··· LISTED ENTRIES
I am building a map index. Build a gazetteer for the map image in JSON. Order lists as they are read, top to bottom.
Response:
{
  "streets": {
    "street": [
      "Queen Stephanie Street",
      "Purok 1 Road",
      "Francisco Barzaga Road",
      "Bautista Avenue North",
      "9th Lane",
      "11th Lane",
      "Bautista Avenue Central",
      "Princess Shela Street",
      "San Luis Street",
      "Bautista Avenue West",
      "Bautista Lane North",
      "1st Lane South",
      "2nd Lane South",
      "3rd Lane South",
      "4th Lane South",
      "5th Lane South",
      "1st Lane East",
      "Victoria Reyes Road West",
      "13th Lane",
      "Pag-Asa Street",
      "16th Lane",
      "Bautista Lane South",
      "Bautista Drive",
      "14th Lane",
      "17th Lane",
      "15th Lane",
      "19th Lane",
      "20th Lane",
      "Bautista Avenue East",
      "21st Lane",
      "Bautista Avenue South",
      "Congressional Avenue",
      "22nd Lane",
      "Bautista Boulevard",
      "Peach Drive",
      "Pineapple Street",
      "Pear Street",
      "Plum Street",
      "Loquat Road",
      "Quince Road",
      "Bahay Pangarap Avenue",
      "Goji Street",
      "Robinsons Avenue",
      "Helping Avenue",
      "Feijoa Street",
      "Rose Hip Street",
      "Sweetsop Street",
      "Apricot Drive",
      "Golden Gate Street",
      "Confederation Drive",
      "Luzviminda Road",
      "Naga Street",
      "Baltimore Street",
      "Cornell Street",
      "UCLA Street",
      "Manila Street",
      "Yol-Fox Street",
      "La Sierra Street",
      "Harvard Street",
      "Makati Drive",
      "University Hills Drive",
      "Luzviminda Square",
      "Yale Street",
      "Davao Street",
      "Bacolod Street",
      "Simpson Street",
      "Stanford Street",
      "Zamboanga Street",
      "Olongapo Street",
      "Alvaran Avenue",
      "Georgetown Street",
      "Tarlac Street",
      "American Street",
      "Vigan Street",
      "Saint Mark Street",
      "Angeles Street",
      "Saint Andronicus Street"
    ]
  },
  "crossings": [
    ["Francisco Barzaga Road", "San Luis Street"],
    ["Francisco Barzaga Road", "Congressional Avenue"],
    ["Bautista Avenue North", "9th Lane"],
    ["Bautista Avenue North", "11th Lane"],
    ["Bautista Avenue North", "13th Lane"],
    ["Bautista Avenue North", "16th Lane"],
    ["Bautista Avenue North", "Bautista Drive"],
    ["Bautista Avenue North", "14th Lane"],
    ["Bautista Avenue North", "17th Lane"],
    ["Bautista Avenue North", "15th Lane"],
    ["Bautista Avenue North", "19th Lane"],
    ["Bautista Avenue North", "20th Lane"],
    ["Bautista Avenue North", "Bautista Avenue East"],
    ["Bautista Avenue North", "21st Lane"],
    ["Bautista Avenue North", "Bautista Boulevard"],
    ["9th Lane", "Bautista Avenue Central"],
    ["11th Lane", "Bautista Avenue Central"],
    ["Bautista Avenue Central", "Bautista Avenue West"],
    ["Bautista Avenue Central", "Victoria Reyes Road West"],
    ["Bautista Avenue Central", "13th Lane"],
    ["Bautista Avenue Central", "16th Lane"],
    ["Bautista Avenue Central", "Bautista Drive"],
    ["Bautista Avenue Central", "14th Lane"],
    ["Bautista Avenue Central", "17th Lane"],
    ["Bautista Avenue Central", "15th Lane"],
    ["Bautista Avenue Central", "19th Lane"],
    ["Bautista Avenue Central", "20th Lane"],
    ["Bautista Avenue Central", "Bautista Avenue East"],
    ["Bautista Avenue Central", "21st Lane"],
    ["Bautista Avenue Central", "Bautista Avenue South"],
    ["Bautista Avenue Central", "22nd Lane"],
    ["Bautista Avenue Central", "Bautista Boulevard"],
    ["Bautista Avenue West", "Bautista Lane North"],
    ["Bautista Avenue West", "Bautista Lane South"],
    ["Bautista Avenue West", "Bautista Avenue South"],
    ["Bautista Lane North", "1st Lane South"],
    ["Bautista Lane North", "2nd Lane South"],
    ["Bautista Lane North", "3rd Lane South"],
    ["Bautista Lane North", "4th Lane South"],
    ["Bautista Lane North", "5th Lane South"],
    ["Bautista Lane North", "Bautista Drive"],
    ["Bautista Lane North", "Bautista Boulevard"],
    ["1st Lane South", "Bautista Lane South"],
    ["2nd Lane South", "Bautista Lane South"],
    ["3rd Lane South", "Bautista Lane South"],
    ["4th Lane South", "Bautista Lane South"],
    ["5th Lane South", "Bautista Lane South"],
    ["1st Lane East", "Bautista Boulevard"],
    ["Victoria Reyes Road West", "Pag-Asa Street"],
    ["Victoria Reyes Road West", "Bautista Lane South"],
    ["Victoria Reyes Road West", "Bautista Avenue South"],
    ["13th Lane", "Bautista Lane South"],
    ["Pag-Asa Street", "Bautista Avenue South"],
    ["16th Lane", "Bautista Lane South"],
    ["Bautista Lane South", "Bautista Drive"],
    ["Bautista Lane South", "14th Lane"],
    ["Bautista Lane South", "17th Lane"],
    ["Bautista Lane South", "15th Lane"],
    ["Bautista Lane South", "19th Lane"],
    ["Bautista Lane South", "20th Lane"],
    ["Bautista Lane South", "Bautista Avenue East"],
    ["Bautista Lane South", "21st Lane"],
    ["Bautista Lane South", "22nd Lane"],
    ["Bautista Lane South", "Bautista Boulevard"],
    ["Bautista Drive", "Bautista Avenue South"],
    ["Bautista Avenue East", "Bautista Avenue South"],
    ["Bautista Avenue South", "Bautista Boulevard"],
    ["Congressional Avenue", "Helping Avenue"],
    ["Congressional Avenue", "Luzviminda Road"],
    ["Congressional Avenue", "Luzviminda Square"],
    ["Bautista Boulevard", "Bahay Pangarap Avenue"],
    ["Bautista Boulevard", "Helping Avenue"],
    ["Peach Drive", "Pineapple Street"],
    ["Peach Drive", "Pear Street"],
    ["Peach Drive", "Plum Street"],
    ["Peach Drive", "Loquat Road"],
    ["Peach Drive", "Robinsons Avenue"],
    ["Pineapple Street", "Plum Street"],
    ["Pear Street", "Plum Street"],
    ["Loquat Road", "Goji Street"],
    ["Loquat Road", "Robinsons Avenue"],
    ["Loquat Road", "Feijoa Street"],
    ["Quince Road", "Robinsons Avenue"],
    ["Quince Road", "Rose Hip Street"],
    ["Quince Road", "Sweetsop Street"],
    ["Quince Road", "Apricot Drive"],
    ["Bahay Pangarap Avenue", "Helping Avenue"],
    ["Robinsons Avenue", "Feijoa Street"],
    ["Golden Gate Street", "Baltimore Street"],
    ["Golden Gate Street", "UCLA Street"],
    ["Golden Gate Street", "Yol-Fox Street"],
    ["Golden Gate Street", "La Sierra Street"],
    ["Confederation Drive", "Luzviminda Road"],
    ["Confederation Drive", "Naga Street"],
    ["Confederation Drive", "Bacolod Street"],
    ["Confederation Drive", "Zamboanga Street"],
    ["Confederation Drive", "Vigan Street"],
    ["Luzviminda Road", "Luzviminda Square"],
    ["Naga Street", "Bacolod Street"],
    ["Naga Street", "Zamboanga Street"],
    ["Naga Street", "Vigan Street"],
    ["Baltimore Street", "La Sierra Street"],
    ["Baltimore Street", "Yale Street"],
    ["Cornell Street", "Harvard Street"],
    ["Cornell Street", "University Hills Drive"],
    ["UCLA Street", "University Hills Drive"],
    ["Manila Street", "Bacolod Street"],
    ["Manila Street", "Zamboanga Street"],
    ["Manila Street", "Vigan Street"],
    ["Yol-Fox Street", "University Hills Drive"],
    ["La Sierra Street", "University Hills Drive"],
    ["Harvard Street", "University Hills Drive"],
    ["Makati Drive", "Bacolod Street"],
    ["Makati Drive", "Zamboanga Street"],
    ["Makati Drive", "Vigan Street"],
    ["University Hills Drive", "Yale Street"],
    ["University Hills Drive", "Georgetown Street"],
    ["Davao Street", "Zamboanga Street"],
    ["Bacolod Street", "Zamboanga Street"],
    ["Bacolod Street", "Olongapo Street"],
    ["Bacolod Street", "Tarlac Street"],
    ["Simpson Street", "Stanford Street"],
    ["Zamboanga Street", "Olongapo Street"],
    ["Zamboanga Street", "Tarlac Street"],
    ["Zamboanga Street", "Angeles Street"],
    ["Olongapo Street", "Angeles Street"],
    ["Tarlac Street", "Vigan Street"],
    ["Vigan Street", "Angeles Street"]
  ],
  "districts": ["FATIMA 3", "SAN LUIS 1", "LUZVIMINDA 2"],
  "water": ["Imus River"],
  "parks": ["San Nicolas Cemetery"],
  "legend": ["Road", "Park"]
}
······
Match on "Manila" and report each line of the data above that has it.

      "Manila Street",
    ["Manila Street", "Bacolod Street"],
    ["Manila Street", "Zamboanga Street"],
    ["Manila Street", "Vigan Street"],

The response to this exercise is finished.